Lors de l'un de ces après-midis, Scott Summers apparut subitement au milieu de l'un de leur jeux. Les enfants l'accueillirent naturellement avec joie et respect. Mystique oublia pendant une seconde qu'elle n'avait plus de pouvoir, et essaya de se transformer en enfant elle aussi. Bien sur, rien ne se passa, et elle dut se retenir de grimacer quand Summers lui demanda s'il pouvait lui parler en privé.

Mystique n'aimait pas Scott Summers. Elle ne savait pas pourquoi Jean Grey le préférait à Wolverine.
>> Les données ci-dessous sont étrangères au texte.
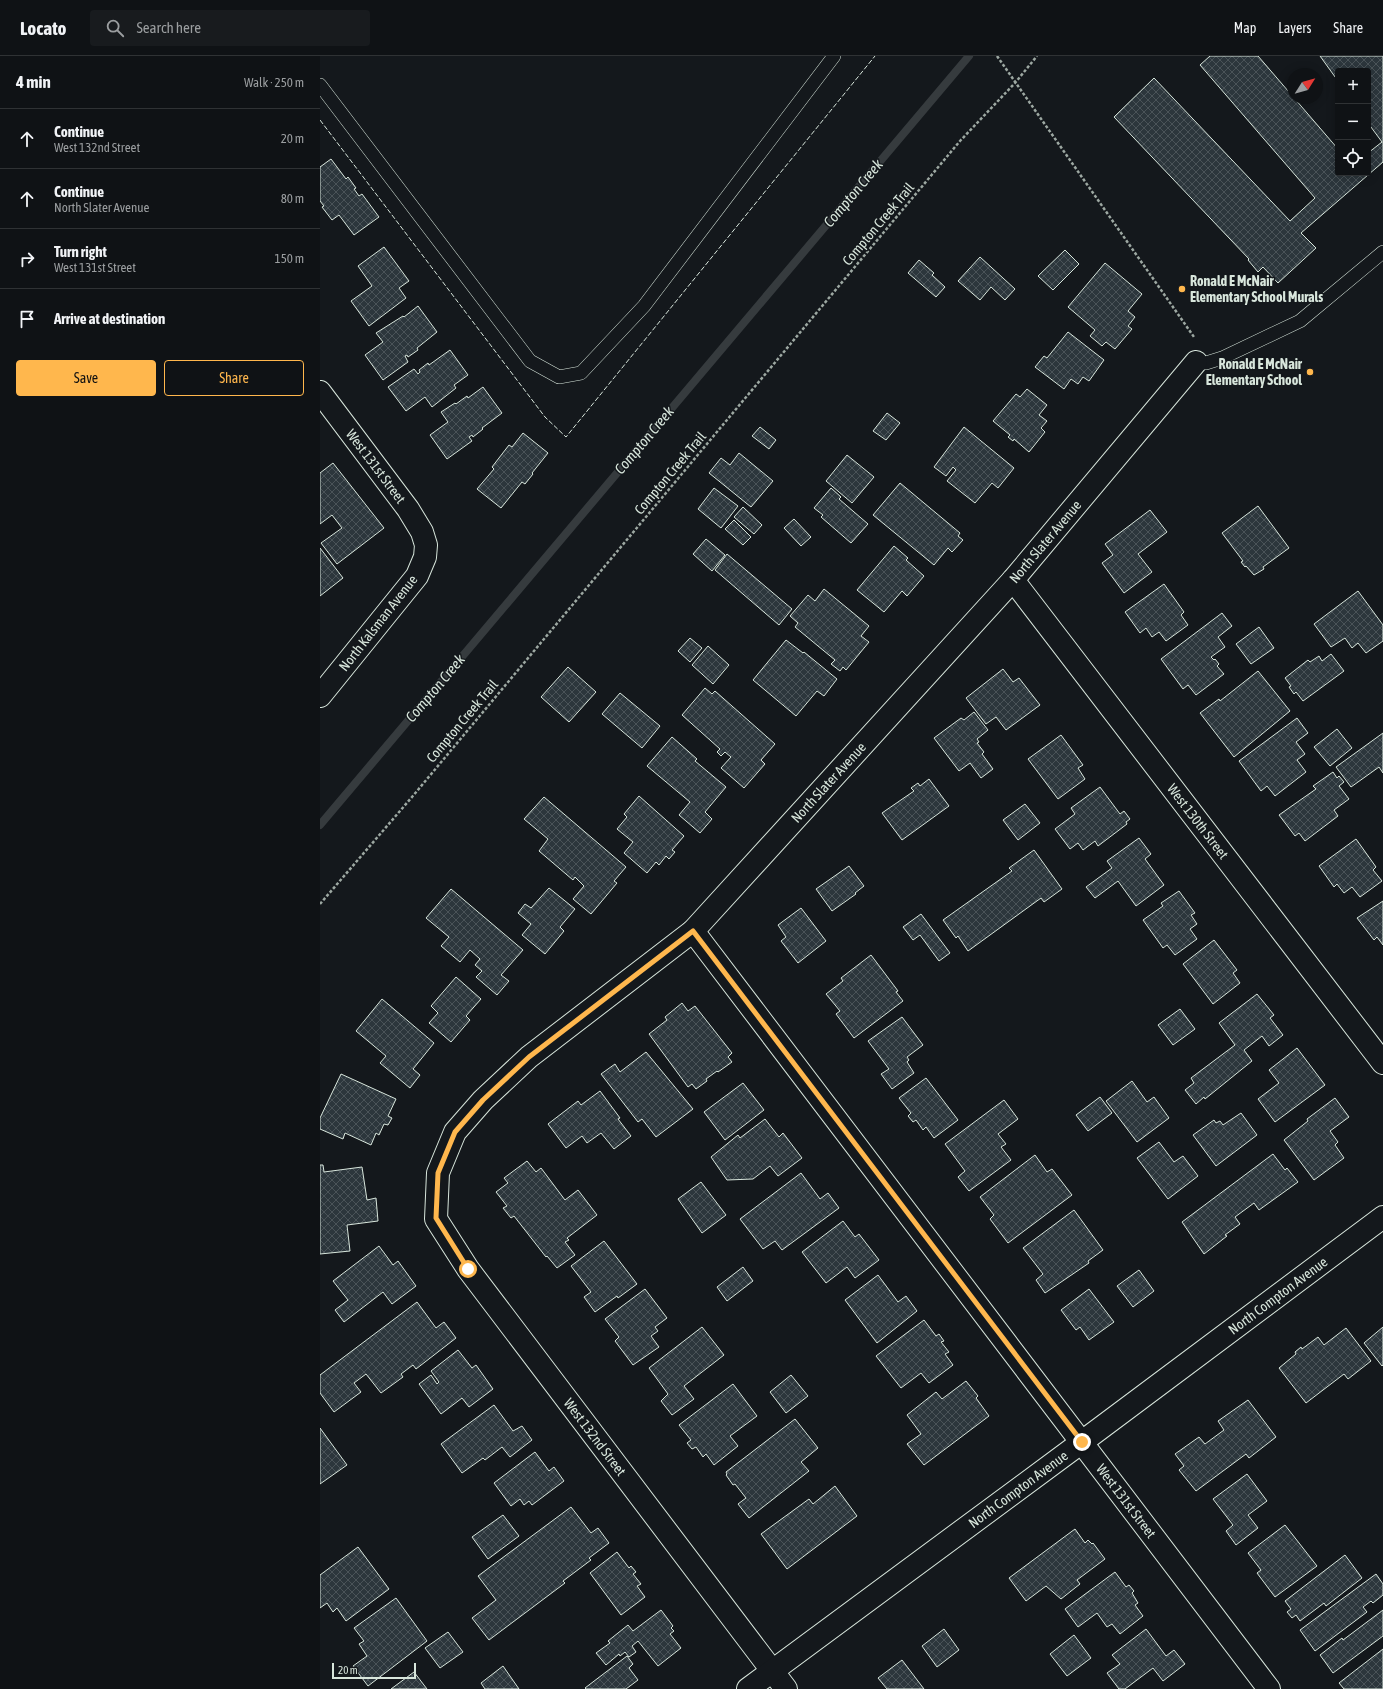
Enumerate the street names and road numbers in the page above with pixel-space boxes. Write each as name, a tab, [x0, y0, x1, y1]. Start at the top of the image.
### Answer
street label: Compton Creek Trail	[839, 179, 917, 268]
street label: West 131st Street	[343, 426, 409, 506]
street label: Compton Creek Trail	[631, 428, 709, 517]
street label: North Slater Avenue	[1006, 497, 1084, 586]
street label: North Kalsman Avenue	[336, 572, 420, 674]
street label: Compton Creek Trail	[423, 676, 501, 765]
street label: North Slater Avenue	[788, 739, 869, 826]
street label: West 130th Street	[1164, 781, 1232, 862]
street label: North Compton Avenue	[1225, 1253, 1330, 1338]
street label: West 132nd Street	[561, 1395, 629, 1479]
street label: North Compton Avenue	[965, 1447, 1071, 1531]
street label: West 131st Street	[1093, 1461, 1159, 1541]

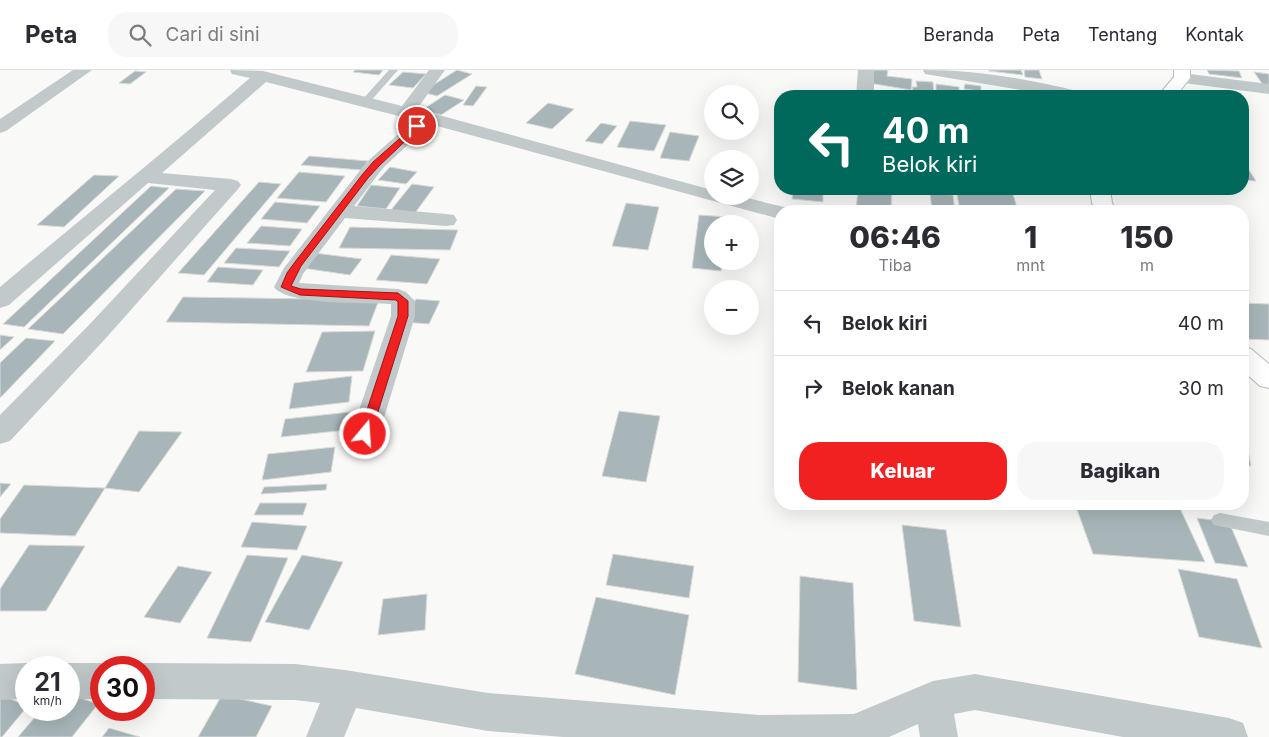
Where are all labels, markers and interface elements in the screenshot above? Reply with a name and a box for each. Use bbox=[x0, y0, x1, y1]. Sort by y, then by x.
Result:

La pauvre femme n'avait aucun goût, c'était certain.

« Que fais-tu avec ces enfants, Mystique ? » demanda-t-il, réservé et arrogant, quand ils se furent éloignés.

« La même chose que vous. » répliqua-t-elle sans cacher son impatience. « Je leur apprends à contrôler leurs pouvoirs. N'est-ce pas le but de cette école ? »

Il resta silencieux pendant quelques secondes, l'observant finalement avec attention, même si elle ne pouvait pas être certaine, à cause de ses stupides lunettes.

« Est-ce que tu souhaiterais enseigner ? »

Il fallait être honnête, elle ne s'était certainement pas attendu à ça. Médusée, elle répondit sans réfléchir :

« Non. Seigneur, non. Qu'est-ce que je pourrais bien... De qui vient l'idée stupide... »

La réponse était, en fait, évidente.

« Charles. » soupira-t-elle. « Quand cessera-t-il donc d'être cet idiot optimiste ? Non, Summers, je ne souhaite pas enseigner dans votre école. Je n'ai ni les diplômes, ni la patience nécessaire, ni l'arrogance de prétendre être capable d'enseigner. »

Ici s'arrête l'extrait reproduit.